Fondé selon leur page Facebook en 2005, ce quatuor de dézingués du bulbe rachido-harmonique (Young Diamond - guitare/chant, Nikke - basse, Vilu Moukari - batterie/chœurs et Onni - guitare) n’a selon les sources que j’ai pu consulter sorti qu’un seul LP, celui que vous allez immédiatement écouter une fois cette chronique terminée. Et sans se montrer trop précis dans leur démarche, les finlandais admettent viser l’universalité, et donc chercher à fédérer les masses de leurs chansons efficaces aux motifs immédiatement mémorisables. Mais loin d’un produit putassier, ce longue-durée est une véritable mine d’or de tubes qui doivent autant aux seventies qu’à la scène Néo-Punk des années 90, tout en s’attifant d’un costume Hard-Rock taillé sur mesure. Et si l’ambiance est volontairement festive, ne vous attendez pas pour autant à une vaste blague de potaches en mal de coussins péteur, puisque tous les titres de cette livraison feraient le bonheur de bien des légendes encore en activité, qui ont oublié depuis longtemps comme satisfaire leurs fans avec une simplicité doublée d’un flair indéniable pour les gimmicks adolescents. Plus concrètement, vous pouvez tenter de visualiser auditivement une sorte de croisement géant entre les chapeautés et frangés de SLADE et SWEET, les bargeots de l’espace de THE DARKNESS, les maniérés précieux de QUEEN, les sales gosses anglais de THE STRUTS, les libidineux perruqués de STEEL PANTHER, les estivants tatoués de BLINK 182, et le lone man un peu crade ANDREW W.K, le tout sous couvert d’une Pop déchaînée payant son tribut aux grands des années 60 tout en louchant sur la décennie suivante. Un bal pas forcément masqué, puisque nos malandrins évoluent à découvert, mais surtout, un truc qui ressemble comme deux gouttes d’eau à un Greatest Hits de la musique populaire mondiale de ces trente dernières années, avec le minimum d’humilité nécessaire pour ne pas passer pour des flagorneurs.

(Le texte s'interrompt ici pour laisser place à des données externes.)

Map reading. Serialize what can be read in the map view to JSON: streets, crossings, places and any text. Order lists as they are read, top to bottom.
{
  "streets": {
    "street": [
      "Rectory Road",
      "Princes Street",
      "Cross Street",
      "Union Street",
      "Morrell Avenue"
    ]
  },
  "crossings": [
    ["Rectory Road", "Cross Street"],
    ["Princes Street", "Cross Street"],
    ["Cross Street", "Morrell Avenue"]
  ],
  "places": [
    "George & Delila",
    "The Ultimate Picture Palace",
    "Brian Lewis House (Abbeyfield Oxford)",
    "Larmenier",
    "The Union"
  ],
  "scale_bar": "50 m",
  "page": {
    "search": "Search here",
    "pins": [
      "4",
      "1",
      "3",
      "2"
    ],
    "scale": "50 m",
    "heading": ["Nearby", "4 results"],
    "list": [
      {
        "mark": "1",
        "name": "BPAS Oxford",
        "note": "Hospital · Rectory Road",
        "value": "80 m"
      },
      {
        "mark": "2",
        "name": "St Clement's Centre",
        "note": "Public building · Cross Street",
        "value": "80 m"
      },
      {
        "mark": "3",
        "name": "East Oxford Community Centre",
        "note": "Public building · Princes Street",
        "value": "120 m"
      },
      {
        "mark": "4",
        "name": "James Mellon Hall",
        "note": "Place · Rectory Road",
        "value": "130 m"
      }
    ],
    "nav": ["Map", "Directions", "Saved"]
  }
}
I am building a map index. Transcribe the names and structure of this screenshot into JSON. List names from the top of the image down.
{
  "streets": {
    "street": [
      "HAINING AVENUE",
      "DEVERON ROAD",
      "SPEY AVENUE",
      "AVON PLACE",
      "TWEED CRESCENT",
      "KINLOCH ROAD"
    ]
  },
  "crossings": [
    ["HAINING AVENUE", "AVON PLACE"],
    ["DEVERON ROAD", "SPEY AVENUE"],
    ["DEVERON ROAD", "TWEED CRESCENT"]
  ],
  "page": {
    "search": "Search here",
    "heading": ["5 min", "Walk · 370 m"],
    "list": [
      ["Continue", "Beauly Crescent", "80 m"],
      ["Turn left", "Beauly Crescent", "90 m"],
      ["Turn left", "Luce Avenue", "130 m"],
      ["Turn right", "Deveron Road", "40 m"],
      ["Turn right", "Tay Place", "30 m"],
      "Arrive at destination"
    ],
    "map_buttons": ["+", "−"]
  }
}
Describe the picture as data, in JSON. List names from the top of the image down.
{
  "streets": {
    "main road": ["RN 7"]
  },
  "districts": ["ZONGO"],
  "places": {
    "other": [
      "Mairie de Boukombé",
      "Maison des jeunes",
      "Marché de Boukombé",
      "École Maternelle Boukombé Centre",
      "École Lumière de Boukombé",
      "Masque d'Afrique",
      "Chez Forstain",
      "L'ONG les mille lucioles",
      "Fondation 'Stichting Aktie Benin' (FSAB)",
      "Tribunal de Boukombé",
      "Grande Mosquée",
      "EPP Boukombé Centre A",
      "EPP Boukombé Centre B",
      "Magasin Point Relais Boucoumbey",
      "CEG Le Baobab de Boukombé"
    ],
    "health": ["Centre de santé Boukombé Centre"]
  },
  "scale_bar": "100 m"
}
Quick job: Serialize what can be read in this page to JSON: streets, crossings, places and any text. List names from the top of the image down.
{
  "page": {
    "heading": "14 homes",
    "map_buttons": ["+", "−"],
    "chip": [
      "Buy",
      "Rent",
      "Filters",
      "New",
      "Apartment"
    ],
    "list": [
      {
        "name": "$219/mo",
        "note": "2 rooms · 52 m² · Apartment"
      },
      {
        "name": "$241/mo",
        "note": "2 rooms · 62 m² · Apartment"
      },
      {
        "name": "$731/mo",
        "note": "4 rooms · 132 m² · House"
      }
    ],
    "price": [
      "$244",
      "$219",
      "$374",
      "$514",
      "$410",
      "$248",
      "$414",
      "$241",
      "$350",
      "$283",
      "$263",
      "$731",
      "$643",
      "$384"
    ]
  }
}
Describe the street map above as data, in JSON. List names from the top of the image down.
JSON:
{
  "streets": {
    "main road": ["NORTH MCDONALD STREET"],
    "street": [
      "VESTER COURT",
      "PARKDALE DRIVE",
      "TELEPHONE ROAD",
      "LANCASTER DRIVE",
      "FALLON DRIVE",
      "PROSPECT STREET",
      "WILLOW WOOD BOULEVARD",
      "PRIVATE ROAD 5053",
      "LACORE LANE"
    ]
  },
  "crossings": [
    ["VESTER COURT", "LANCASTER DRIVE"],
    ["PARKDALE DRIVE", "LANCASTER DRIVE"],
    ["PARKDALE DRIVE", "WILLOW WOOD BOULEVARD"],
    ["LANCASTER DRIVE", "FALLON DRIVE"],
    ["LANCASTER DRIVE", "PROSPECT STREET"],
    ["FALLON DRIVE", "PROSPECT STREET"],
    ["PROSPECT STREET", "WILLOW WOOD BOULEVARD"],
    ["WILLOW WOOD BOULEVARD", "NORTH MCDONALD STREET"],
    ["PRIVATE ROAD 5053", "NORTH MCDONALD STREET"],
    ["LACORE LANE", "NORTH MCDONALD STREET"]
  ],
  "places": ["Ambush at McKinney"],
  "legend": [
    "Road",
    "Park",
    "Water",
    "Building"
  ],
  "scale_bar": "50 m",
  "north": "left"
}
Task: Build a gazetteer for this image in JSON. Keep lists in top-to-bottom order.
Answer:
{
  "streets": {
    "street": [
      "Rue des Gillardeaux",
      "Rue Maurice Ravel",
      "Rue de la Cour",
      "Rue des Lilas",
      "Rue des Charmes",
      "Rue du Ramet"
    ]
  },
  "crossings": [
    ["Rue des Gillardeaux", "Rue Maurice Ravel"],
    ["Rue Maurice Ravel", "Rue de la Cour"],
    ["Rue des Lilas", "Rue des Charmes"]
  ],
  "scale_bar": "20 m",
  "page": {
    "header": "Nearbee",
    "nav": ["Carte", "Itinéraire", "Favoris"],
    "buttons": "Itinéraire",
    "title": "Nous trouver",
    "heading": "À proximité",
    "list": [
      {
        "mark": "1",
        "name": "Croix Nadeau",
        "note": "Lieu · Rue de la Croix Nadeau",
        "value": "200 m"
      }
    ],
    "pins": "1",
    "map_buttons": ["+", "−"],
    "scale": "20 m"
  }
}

Alors, comme je l’ai dit, la combinaison est simple. Des couplets qui installent le décor, des refrains qui l’explosent, quelques soli pour combler les vides, et surtout, des prestations individuelles notables qui rendent l’effort collectif encore plus efficace. Et entre un chanteur qui n’hésite pas à surjouer, un guitariste qui riffe léger mais qui saccade lourd, et une section rythmique en caméléon qui s’adapte aux formes en accordéon, le tableau d’honneur est presque complet, et permet même d’excuser deux ou trois emprunts un peu trop évidents. Ainsi, d’une chanson à l’autre, on passe d’une franche rigolade à une party qui ne laisse personne en rade, flirtant parfois avec les DEF LEPPARD pour mieux draguer les DARKNESS (« Destiny Ocean »), tout en admettant que les STONES et QUEEN restent quand même deux des meilleurs groupes du monde (« Peace, Love & Heavy Metal »). Bien sûr, le côté excessif de la chose n’échappera pas aux plus attentifs, et la parodie n’est jamais loin, spécialement au niveau des lyrics qui n’hésitent pas à abuser des poncifs pour appuyer sur l’aspect populaire de l’entreprise. Mais il n’y a aucun mal à vouloir séduire le plus grand dénominateur commun, surtout lorsqu’on le fait avec autant d’exubérance, et comme les DESTINY OCEAN n’hésitent jamais à en faire des tonnes, tapant dans le dos de Bowie pour mieux tripoter le boa de Marc Bolan, on se prend au jeu sans faire le difficile, d’autant plus qu’en trente-cinq minutes, les finlandais ne prennent pas le risque de lasser. Simple, ils ne veulent pas nous avoir à l’usure, mais bien à nous mettre dans leur poche sur l’instant, et dès « Electric Dynamite », tout est en place, les percussions à la « I Want Candy » de BOW WOW WOW, la guitare qui n’hésite pas à strier le son clair pour adoucir la distorsion, le falsetto de chanteur d’opérette Metal, et la magie opère, sans que l’on ne puisse rien y faire. Et là est tout le génie de ce quatuor qui assume complètement son statut de fun band, en prenant garde de soigner non seulement son look et son crédo, mais aussi ses morceaux qui ne lâchent jamais la pression.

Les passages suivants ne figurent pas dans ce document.